Take the whole listing and reproduce it exactly, pictures excepted.

▶ [Information provided]:
=-=-=-=-=

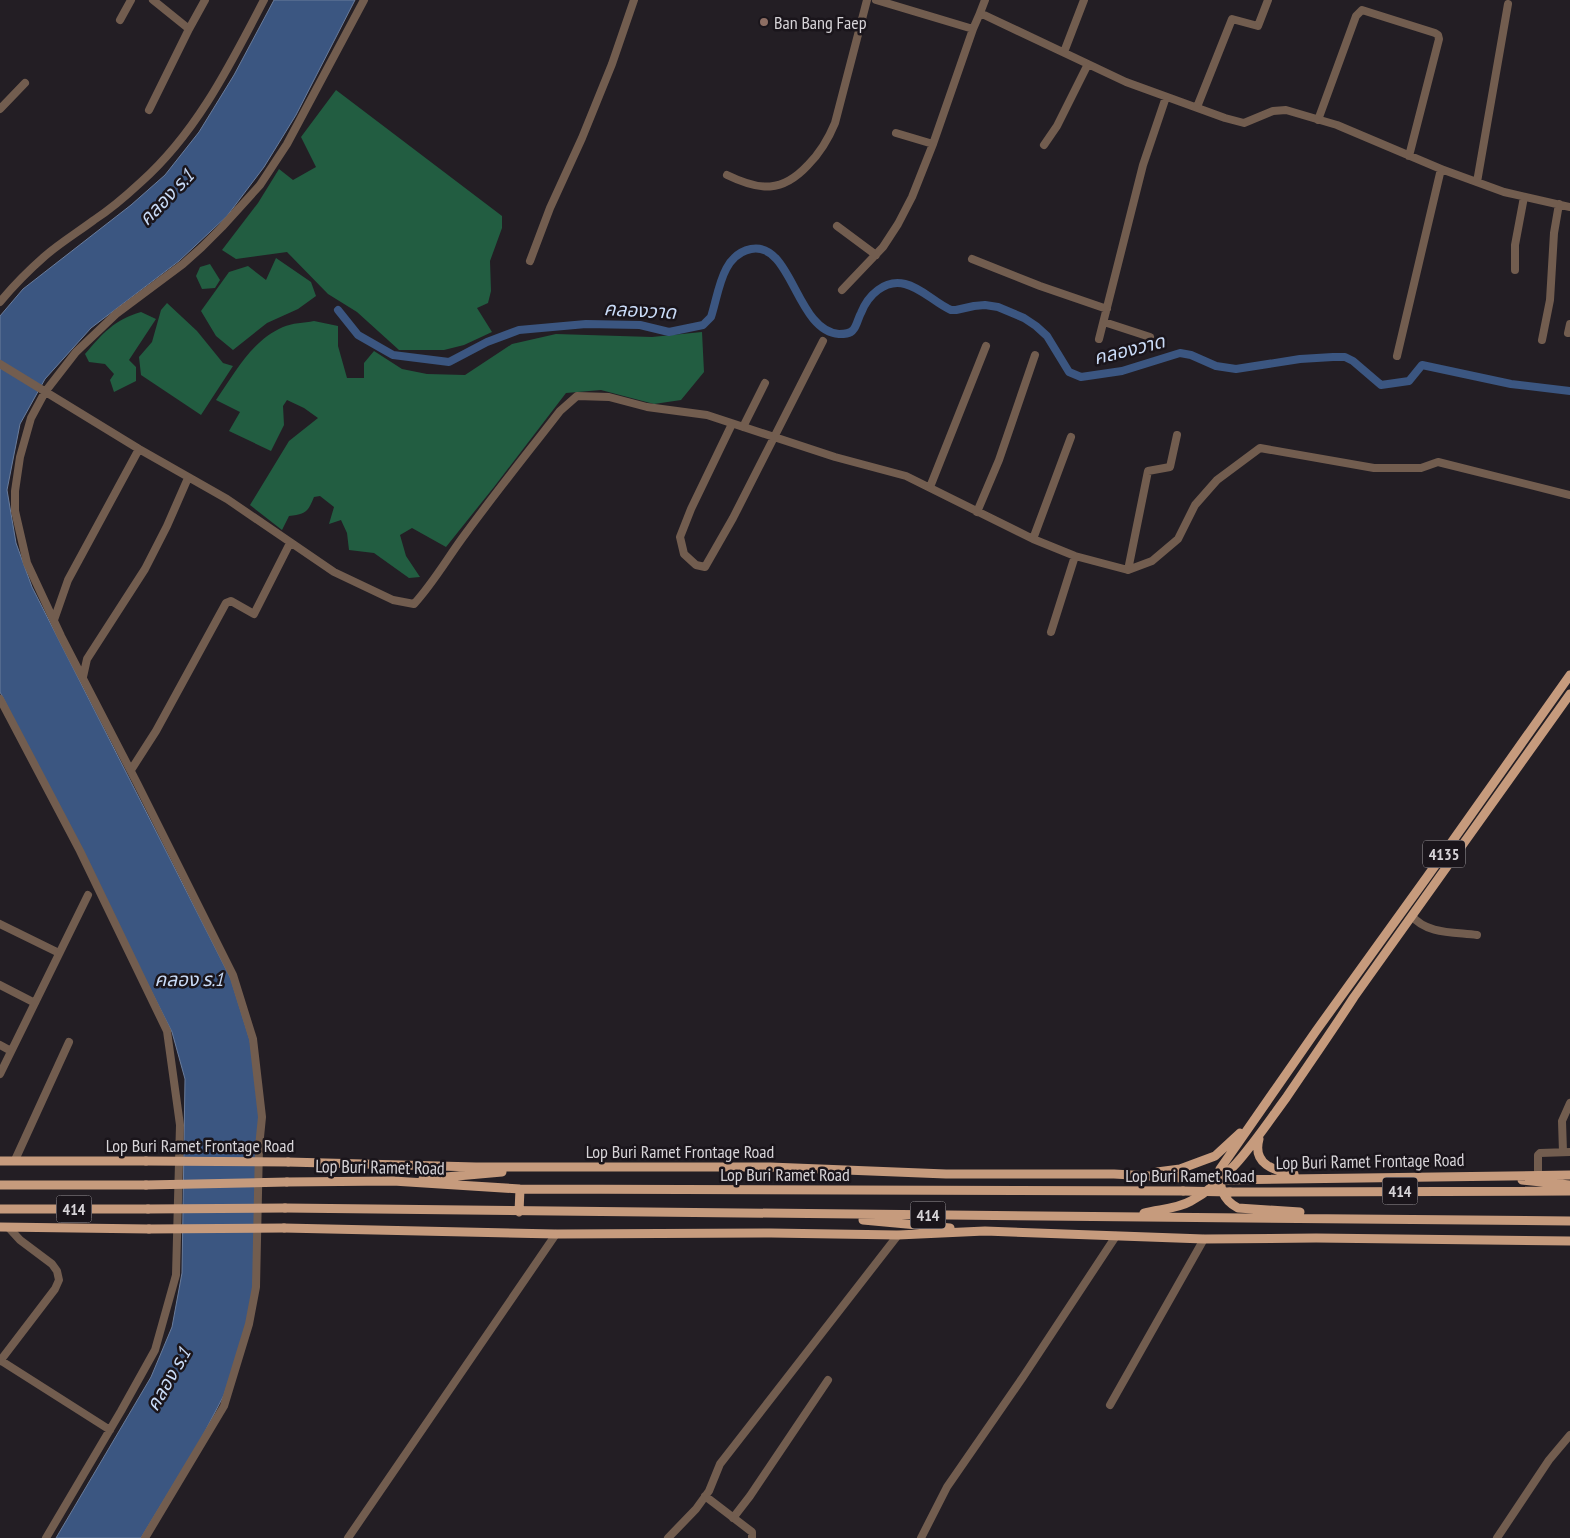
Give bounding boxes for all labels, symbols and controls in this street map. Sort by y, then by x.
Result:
place label: Ban Bang Faep [774,11,867,34]
marker: Ban Bang Faep [758,16,770,28]
water label: คลอง ร.1 [133,164,199,230]
water label: คลองวาด [603,296,678,324]
water label: คลองวาด [1091,328,1168,369]
road number: 4135 [1423,841,1465,868]
water label: คลอง ร.1 [155,967,224,991]
street label: Lop Buri Ramet Frontage Road [106,1134,294,1157]
street label: Lop Buri Ramet Frontage Road [586,1140,774,1163]
street label: Lop Buri Ramet Frontage Road [1275,1148,1465,1174]
street label: Lop Buri Ramet Road [315,1154,445,1180]
street label: Lop Buri Ramet Road [720,1163,850,1186]
street label: Lop Buri Ramet Road [1125,1164,1255,1187]
road number: 414 [1382,1178,1418,1204]
road number: 414 [56,1196,92,1222]
road number: 414 [910,1202,946,1228]
water label: คลอง ร.1 [140,1343,196,1415]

=-=-=-=-=

▶ [Task answer]:
Give bounding boxes for all labels, symbols and controls in this street map. Sort by y, then by x.
Result:
place label: Ban Bang Faep [774,11,867,34]
marker: Ban Bang Faep [758,16,770,28]
water label: คลอง ร.1 [133,164,199,230]
water label: คลองวาด [603,296,678,324]
water label: คลองวาด [1091,328,1168,369]
road number: 4135 [1423,841,1465,868]
water label: คลอง ร.1 [155,967,224,991]
street label: Lop Buri Ramet Frontage Road [106,1134,294,1157]
street label: Lop Buri Ramet Frontage Road [586,1140,774,1163]
street label: Lop Buri Ramet Frontage Road [1275,1148,1465,1174]
street label: Lop Buri Ramet Road [315,1154,445,1180]
street label: Lop Buri Ramet Road [720,1163,850,1186]
street label: Lop Buri Ramet Road [1125,1164,1255,1187]
road number: 414 [1382,1178,1418,1204]
road number: 414 [56,1196,92,1222]
road number: 414 [910,1202,946,1228]
water label: คลอง ร.1 [140,1343,196,1415]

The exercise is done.